## 1) Importing Libraries

In [1]:
## Import libaries
import pandas as pd
import numpy as np
import requests
import json
import time
import os
from tqdm import tqdm
from IPython.display import clear_output
from bs4 import BeautifulSoup
pd.set_option('display.max_colwidth', -1)

## 2) Pulling Reddit Data
Data for posts is pulled through the Reddit API. For each post, the permalink is used to do an additional webscrape of each post's comments page.
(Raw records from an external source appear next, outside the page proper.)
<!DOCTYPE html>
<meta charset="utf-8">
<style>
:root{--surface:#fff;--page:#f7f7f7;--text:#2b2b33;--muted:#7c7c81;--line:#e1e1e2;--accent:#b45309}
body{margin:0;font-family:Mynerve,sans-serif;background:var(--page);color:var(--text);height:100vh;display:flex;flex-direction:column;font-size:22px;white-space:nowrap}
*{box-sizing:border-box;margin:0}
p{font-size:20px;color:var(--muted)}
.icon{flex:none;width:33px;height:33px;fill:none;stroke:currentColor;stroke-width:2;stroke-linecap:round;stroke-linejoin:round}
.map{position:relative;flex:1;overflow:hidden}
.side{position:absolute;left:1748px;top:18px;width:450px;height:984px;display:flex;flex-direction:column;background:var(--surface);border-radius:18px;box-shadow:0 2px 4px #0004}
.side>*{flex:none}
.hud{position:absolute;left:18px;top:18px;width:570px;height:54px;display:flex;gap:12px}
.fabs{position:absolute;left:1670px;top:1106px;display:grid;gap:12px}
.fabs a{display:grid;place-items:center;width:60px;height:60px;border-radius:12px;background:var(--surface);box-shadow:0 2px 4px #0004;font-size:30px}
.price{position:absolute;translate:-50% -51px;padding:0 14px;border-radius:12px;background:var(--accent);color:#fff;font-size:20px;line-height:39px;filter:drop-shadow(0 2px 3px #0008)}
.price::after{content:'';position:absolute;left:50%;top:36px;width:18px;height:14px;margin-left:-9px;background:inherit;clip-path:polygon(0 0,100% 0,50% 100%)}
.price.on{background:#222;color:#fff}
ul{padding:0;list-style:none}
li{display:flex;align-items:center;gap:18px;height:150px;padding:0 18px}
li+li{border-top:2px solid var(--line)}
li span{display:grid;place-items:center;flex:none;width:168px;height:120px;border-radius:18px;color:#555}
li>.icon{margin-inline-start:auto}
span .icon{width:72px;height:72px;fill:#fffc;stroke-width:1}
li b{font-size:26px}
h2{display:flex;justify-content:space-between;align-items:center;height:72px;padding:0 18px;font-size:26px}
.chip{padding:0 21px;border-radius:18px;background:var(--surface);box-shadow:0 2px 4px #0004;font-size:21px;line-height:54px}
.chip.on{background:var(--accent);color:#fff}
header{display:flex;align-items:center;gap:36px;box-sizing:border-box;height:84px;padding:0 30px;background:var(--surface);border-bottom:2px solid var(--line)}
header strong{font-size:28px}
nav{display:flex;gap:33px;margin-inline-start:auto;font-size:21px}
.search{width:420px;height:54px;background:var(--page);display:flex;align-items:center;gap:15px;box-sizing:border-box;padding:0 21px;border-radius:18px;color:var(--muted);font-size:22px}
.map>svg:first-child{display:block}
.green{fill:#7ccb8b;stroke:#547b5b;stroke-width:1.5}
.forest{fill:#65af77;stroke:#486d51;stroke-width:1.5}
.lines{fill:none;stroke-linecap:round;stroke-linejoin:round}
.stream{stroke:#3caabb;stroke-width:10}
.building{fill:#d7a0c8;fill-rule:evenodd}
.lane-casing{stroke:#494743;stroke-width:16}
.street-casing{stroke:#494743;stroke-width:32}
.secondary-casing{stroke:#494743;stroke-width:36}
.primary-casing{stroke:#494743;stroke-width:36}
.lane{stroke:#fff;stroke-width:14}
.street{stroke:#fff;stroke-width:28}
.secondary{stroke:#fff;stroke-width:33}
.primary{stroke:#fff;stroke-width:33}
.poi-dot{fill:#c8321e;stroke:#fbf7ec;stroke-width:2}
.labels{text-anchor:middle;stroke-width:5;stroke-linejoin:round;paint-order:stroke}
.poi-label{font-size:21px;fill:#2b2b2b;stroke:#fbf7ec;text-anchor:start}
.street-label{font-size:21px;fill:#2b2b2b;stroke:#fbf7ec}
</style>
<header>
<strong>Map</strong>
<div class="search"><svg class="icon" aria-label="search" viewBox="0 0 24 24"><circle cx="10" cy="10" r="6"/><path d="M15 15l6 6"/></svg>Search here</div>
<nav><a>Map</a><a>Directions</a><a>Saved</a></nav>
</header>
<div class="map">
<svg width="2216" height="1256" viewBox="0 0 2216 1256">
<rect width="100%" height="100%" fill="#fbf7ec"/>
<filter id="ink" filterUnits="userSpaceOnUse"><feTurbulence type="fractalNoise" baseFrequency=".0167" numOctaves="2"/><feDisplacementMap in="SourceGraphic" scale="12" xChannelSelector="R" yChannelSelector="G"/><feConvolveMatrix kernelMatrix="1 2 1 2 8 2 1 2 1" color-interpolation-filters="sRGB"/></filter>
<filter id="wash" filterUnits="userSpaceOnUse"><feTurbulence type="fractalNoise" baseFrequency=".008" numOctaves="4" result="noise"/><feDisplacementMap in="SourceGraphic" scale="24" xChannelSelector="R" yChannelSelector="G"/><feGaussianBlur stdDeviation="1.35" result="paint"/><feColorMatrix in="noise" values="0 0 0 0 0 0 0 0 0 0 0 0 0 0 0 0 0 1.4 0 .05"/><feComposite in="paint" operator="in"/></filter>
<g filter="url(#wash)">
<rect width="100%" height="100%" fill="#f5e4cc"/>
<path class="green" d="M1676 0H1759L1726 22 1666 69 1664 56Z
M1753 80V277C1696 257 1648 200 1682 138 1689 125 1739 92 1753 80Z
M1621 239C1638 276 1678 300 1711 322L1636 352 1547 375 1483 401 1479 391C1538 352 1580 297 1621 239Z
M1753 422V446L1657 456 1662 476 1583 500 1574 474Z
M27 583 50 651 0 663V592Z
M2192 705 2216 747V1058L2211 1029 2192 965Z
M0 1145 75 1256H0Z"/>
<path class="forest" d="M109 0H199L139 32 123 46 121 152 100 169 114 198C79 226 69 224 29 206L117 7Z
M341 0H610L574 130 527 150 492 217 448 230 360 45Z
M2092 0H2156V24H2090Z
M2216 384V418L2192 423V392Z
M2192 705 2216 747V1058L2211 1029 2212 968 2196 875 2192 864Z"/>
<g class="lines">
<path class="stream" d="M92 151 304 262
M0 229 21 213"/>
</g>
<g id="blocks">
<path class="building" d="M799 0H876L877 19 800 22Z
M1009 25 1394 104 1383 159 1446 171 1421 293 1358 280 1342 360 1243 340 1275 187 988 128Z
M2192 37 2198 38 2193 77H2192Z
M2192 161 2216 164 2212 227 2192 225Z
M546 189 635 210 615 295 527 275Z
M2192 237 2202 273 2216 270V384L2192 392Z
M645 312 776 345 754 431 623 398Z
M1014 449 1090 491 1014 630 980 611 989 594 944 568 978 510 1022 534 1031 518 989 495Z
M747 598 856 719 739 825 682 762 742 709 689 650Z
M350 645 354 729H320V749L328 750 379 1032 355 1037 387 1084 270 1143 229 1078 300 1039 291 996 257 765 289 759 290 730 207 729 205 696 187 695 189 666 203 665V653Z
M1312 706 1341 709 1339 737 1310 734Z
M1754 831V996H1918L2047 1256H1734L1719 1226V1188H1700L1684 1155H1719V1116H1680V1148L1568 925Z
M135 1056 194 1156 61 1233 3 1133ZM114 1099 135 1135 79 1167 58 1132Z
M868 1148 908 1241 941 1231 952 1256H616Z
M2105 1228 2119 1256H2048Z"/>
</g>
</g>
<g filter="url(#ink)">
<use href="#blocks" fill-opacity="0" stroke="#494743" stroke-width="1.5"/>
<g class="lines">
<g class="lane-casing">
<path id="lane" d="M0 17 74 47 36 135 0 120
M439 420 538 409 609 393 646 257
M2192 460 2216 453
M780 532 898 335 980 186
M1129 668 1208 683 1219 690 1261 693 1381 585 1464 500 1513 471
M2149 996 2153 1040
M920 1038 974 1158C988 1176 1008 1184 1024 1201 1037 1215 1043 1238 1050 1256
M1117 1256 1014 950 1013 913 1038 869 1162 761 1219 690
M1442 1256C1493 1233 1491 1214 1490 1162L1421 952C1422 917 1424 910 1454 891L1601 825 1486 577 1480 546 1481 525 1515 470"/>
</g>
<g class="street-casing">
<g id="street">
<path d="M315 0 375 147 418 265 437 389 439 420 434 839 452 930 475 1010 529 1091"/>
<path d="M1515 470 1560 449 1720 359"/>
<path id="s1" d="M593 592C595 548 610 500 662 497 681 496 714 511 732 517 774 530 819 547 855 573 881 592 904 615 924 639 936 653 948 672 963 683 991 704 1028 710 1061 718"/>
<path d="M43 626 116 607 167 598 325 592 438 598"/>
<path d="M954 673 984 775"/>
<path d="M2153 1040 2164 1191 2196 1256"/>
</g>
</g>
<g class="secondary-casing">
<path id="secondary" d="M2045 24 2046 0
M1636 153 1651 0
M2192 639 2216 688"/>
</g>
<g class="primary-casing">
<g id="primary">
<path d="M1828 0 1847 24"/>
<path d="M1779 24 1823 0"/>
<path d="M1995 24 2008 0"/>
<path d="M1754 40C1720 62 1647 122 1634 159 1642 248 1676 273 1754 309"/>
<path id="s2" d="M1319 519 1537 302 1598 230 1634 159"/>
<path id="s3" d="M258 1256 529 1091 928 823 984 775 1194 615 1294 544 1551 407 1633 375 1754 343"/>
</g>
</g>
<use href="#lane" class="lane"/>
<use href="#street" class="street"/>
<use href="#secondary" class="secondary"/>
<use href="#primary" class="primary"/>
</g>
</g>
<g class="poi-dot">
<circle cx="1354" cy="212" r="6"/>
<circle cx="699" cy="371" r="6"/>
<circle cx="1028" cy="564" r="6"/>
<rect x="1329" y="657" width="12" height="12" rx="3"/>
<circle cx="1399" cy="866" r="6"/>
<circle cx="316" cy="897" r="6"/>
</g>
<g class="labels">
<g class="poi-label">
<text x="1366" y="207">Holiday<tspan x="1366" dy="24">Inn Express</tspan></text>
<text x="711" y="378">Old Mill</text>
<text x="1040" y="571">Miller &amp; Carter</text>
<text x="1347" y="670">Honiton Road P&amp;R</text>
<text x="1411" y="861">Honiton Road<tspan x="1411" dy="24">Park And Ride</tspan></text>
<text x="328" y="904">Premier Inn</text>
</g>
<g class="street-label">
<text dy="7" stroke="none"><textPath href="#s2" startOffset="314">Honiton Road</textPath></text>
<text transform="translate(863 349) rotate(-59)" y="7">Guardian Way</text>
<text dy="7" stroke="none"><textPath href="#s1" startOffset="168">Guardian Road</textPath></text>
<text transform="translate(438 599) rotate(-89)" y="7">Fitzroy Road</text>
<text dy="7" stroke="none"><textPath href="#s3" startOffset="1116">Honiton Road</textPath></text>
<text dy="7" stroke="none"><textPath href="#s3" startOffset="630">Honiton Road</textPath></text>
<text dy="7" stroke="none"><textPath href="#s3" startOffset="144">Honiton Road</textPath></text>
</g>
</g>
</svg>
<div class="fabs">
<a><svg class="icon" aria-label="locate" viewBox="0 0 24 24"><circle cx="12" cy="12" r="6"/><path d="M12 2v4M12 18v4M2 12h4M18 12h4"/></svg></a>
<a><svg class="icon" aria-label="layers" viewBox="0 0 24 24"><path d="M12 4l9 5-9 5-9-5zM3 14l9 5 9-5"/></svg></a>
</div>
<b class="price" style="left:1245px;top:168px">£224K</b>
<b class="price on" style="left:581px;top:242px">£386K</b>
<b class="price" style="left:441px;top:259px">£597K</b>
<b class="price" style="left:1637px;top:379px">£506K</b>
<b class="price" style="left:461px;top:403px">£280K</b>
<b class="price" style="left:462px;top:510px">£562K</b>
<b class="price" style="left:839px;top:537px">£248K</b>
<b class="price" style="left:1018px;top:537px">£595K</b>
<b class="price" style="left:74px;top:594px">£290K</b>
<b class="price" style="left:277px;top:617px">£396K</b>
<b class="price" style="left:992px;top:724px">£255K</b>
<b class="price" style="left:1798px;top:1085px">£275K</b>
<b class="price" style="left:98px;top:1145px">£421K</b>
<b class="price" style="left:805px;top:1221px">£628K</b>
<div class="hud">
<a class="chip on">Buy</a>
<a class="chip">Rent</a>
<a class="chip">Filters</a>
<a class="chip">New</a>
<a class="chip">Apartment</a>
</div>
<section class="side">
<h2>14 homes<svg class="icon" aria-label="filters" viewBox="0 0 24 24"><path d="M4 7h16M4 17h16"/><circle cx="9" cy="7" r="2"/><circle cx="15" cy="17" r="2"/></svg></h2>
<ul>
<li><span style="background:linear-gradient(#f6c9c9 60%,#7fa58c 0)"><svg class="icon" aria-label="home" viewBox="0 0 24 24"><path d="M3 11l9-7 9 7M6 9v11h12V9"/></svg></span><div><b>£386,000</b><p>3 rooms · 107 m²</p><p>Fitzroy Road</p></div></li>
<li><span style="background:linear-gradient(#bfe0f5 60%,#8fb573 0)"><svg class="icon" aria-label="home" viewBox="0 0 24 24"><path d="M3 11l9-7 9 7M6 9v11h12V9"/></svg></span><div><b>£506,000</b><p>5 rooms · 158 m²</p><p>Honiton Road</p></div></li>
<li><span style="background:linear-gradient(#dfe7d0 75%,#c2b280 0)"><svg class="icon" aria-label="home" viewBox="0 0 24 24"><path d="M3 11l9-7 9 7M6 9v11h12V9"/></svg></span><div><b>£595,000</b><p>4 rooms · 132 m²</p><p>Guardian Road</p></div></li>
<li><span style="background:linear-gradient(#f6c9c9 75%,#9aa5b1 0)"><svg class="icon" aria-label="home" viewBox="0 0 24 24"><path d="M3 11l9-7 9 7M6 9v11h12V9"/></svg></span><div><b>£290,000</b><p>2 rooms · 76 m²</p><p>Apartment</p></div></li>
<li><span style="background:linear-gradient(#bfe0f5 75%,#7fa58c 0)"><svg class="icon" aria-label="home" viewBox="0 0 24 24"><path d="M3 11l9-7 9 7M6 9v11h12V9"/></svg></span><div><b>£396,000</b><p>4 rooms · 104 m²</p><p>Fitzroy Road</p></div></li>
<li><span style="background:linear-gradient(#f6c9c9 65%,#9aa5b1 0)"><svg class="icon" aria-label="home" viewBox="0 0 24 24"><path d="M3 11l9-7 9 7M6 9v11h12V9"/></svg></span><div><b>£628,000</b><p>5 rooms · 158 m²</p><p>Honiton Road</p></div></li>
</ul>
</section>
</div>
All comments are appended as a single comment block in a column of the final dataframe.

In [2]:
#### Function to pull a maximum of ~2,500 reddit posts and all associated comments
def reddit_pull(url, max_pull_size):
    
    ## Setting global variables so they can be used in later functions
    global errors
    
    ## Establishing login creds and empty lists
    errors = []
    posts_list = []
    
    ## Setting after to random string so that loop does not break
    after = 'randomstring'
    
    print(f'Pulling post data for up to {max_pull_size} posts...\n') ## Sign posting progress
    
    ## Continuing to loop until there are as many posts as the defined/passed max pull size
    while len(posts_list) < max_pull_size:
        if after == None: 
            break ## Breaks loop when last post is reached
            
        ## After indicates to reddit API where I want to start pulling after
        res = requests.get(url, params = {'after' : after}, headers={'User-agent' : 'jimtronic'})
        json_pull = res.json() ## Storing pull as JSON file
        
        ## Add cleaned version of each of the pulled posts to the post list
        posts_list.extend(data_structure_posts(json_pull['data']['children']))
        
        after = json_pull['data']['after'] ## Setting 'after' to indicate where to start next json pull
        time.sleep(1) ## Pausing so API doesn't throttle us
        print(f"Total Posts Pulled: {len(posts_list)}")
    
    clear_output()
    
    print(f'Pulling comments data for {len(posts_list)} posts...') ## User sign posting
    for i, post in enumerate(posts_list):
        if i % 50 == 0:
            print(f'Pulling comments data for post {i+1}-{min(i+50,len(posts_list))} of {len(posts_list)}')
        post = append_comms(post)
        
    clear_output()
    
    print(f"Total Posts Pulled: {len(posts_list)}\n" + f"\nComment Page Errors: {errors}")
    
    ## Returning list of dicts for both posts and comments
    return posts_list

################################
## MAY ADD LATER
## Function to remove duplicates...
## Function to retry errors
################################

In [3]:
#### Function to append comments as a single text block associated with a post
def append_comms(post):

    comments_list = []
    num_deleted_comments = 0 ## Keeps track deleted comments
    
    com_url = post['permalink'][:-1] + '.html' ## Storing the post's comment page url as "com_url"
    com_res = requests.get(com_url, headers={'User-agent' : 'jimtronic'}) ## Getting data on comment page
    com_soup = BeautifulSoup(com_res.content, 'html') ## Bringing data into Beautiful Soup

    ## Capturing the entire comments section
    comment_section = com_soup.find('div', {'class':'p0SYO8TbZVqJIWEeFcNZx'})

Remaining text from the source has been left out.